Они не сомневались, что ключом к разгадке тайны является Сент-Гоур, поскольку о нем никто ничего не знал, кроме Роланда. Итак, они наняли частного детектива, мистера Гастона Баллока Минза из Национального агентства Уильяма Дж. Бернса (которое нередко выполняло в Вашингтоне труднейшие задания министерства юстиции). Но после десяти изнурительных месяцев расследования Минз объявил, что не смог раздобыть вообще никакой информации о Сент-Гоуре — даже записи о его рождении или послужного списка.
— Если когда-либо существовал несуществующий человек, — воскликнул в сердцах Минз, — так это и есть Алберт Сент-Гоур.
Шриксдейлы замечали, что на людях Роланд тщательно следит за тем, чтобы оставаться Роландом, но в иных ситуациях становится все более небрежен.
Например, время от времени его видели выпившим.
Например, время от времени его видели курившим — как сигареты, так и сигары.

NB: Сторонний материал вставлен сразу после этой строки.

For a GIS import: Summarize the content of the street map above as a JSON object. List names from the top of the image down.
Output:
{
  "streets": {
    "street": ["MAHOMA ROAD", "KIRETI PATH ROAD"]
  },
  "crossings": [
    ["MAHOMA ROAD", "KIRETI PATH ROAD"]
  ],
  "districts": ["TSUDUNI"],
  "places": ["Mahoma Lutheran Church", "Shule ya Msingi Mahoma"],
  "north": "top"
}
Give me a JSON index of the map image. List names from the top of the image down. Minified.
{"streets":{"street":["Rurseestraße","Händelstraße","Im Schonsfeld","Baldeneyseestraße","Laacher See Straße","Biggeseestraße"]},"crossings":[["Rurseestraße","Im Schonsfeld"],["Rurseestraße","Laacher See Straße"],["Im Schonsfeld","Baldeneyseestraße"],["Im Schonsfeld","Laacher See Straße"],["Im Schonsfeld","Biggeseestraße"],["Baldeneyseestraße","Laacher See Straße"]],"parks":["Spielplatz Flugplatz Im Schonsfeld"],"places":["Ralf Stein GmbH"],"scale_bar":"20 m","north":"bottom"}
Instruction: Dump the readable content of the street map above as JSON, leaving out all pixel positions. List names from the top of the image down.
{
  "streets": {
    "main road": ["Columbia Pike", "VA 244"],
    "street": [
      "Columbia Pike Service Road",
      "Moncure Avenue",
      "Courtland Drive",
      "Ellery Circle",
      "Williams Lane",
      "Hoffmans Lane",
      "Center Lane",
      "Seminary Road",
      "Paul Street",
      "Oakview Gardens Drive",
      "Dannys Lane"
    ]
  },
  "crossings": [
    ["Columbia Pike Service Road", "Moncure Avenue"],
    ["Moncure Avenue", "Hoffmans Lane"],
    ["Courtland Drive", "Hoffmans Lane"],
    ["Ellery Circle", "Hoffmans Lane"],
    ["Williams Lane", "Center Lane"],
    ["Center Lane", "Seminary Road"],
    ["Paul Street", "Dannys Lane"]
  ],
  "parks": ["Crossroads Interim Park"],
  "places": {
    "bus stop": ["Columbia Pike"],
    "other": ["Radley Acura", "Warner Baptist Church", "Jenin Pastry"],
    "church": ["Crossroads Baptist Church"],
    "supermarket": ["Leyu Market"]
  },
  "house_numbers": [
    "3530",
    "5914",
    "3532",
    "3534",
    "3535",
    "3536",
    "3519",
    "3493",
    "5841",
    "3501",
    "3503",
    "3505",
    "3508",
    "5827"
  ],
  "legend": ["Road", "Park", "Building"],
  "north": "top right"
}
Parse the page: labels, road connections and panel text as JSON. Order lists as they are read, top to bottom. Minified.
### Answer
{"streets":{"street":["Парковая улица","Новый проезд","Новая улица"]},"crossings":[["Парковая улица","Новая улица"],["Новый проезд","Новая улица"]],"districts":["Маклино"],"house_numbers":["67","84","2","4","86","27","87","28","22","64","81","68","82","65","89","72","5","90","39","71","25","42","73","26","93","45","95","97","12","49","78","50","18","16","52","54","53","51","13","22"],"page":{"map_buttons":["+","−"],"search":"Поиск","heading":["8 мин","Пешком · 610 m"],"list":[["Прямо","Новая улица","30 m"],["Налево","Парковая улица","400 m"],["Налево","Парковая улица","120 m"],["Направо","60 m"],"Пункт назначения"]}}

Например, он или некто, неотличимо похожий на него, по слухам, посещал несколько раз бордель в южной части Филадельфии и там представлялся хозяйке как Кристофер.
Например, в августе в Ньюпорте, катаясь на семейной яхте «Альбатрос», он случайно упал за борт на глубине не менее пятнадцати футов и, ко всеобщему удивлению, легко и уверенно выплыл сам, не дожидаясь помощи, хотя Роланд никогда в жизни не проплыл и дюйма и с детства панически боялся воды! («Где это ты научился так хорошо плавать?» — спросили его родственники, и Роланд несколько уклончиво ответил: «Наверное, там, на Западе, — я действительно не помню».)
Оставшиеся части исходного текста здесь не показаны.